Disjoint Processing Mechanisms of Hierarchical and Linear Grammars in Large Language Models
This research addresses the problem of understanding how LLMs process linguistic structure, with implications for cognitive science and AI, though it is incremental in building on prior neurological findings.
The study investigated whether large language models develop distinct processing mechanisms for hierarchical versus linear grammars, finding that they exhibit separate components for each grammar type and that hierarchy sensitivity persists even with nonce words, indicating it is not tied to meaning or in-distribution inputs.
All natural languages are structured hierarchically. In humans, this structural restriction is neurologically coded: when two grammars are presented with identical vocabularies, brain areas responsible for language processing are only sensitive to hierarchical grammars. Using large language models (LLMs), we investigate whether such functionally distinct hierarchical processing regions can arise solely from exposure to large-scale language distributions. We generate inputs using English, Italian, Japanese, or nonce words, varying the underlying grammars to conform to either hierarchical or linear/positional rules.
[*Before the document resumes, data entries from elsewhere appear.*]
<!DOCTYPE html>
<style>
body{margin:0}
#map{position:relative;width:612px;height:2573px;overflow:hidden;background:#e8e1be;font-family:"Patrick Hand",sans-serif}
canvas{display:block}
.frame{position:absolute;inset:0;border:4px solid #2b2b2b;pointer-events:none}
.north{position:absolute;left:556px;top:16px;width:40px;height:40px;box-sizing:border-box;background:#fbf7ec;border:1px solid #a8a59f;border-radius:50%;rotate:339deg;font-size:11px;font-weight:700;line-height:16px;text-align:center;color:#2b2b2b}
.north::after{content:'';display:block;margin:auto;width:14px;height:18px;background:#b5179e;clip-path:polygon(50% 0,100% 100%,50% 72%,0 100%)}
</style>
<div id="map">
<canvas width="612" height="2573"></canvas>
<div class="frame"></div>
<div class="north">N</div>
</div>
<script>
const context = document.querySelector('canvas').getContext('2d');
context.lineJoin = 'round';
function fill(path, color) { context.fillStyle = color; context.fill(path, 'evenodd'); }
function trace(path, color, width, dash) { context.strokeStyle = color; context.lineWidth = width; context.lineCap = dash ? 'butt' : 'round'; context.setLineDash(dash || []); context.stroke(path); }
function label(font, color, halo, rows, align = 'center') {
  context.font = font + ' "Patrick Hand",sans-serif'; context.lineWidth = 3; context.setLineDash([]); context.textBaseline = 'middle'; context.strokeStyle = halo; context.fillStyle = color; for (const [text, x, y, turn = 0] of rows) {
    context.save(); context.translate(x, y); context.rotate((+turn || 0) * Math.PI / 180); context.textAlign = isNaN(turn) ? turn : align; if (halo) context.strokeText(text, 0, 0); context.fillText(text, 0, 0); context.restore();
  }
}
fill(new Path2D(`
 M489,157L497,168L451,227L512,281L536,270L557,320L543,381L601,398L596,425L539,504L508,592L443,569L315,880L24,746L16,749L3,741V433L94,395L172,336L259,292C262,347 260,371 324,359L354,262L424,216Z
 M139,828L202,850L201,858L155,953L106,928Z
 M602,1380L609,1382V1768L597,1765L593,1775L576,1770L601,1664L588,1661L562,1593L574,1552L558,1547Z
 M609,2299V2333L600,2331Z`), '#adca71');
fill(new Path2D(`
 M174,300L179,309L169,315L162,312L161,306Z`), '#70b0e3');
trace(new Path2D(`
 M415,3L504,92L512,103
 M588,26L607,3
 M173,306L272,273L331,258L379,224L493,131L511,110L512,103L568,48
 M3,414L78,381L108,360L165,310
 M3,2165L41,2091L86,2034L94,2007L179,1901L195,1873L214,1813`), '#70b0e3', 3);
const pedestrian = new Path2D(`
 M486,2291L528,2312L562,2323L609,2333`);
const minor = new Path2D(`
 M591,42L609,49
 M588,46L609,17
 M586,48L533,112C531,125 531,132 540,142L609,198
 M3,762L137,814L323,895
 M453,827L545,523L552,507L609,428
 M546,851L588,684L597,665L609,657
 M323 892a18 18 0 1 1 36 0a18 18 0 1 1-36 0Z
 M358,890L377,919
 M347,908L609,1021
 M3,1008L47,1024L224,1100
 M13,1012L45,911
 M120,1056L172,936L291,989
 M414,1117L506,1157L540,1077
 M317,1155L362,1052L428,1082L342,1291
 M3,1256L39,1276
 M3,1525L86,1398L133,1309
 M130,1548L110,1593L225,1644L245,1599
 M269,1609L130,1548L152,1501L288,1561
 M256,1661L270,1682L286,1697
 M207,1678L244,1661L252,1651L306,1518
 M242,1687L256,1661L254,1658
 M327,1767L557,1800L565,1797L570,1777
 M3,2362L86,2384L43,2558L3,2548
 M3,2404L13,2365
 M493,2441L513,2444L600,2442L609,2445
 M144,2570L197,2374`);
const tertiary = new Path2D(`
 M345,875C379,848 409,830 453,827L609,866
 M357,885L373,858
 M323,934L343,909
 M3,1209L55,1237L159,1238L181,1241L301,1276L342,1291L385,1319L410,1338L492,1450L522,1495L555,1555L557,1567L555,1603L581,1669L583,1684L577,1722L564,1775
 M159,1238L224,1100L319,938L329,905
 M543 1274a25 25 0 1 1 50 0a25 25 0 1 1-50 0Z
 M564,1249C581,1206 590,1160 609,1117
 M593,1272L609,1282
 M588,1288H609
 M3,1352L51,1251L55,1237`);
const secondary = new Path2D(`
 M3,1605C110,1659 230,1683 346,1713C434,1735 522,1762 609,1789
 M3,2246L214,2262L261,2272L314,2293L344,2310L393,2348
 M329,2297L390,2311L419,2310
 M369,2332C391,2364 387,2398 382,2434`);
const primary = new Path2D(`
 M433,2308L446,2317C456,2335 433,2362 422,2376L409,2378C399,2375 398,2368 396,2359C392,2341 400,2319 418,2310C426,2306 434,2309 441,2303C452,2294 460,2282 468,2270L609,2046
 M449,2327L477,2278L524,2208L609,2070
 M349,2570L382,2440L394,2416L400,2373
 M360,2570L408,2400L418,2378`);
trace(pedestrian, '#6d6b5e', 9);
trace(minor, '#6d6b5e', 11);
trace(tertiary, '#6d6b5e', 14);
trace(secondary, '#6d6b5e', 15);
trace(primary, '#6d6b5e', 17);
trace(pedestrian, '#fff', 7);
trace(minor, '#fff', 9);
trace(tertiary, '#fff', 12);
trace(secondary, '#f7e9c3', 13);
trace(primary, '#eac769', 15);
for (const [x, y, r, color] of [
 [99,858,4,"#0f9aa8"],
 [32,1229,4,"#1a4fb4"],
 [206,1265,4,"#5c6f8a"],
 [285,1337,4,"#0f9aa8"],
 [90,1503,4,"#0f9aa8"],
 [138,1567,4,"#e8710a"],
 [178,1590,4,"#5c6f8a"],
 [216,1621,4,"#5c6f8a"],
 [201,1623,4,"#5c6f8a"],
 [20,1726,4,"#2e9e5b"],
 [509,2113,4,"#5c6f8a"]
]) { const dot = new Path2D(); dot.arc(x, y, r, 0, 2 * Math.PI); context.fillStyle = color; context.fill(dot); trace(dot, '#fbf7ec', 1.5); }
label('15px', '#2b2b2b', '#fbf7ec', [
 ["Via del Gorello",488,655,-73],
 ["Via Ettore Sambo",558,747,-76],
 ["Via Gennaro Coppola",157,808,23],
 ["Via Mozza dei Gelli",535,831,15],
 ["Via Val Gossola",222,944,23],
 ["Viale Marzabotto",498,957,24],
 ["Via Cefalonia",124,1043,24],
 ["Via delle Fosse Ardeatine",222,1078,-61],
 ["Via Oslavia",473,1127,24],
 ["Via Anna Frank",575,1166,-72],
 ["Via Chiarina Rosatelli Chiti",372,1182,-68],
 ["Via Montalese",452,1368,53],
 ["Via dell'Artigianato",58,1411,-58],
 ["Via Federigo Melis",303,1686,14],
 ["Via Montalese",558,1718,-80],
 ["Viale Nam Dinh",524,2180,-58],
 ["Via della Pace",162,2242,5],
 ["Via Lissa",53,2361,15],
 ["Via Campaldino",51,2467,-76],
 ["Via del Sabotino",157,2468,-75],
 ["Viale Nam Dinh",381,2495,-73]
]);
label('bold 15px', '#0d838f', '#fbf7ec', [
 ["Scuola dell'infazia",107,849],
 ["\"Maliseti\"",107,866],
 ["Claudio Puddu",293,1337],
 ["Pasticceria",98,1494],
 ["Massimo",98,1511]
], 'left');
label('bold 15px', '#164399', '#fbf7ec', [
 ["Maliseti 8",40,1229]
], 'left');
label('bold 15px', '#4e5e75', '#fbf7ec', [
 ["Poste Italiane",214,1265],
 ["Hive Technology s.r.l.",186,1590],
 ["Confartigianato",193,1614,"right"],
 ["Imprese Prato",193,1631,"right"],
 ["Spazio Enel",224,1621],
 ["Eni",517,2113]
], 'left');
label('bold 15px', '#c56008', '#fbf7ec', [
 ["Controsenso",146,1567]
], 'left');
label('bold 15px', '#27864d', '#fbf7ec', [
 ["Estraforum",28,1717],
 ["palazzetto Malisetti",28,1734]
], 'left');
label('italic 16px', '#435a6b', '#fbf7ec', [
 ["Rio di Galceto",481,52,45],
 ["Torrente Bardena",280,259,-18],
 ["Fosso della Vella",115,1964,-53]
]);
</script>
Using these grammars, we first observe that language models show distinct behaviors on hierarchical versus linearly structured inputs. Then, we find that the components responsible for processing hierarchical grammars are distinct from those that process linear grammars; we causally verify this in ablation experiments. Finally, we observe that hierarchy-selective components are also active on nonce grammars; this suggests that hierarchy sensitivity is not tied to meaning, nor in-distribution inputs.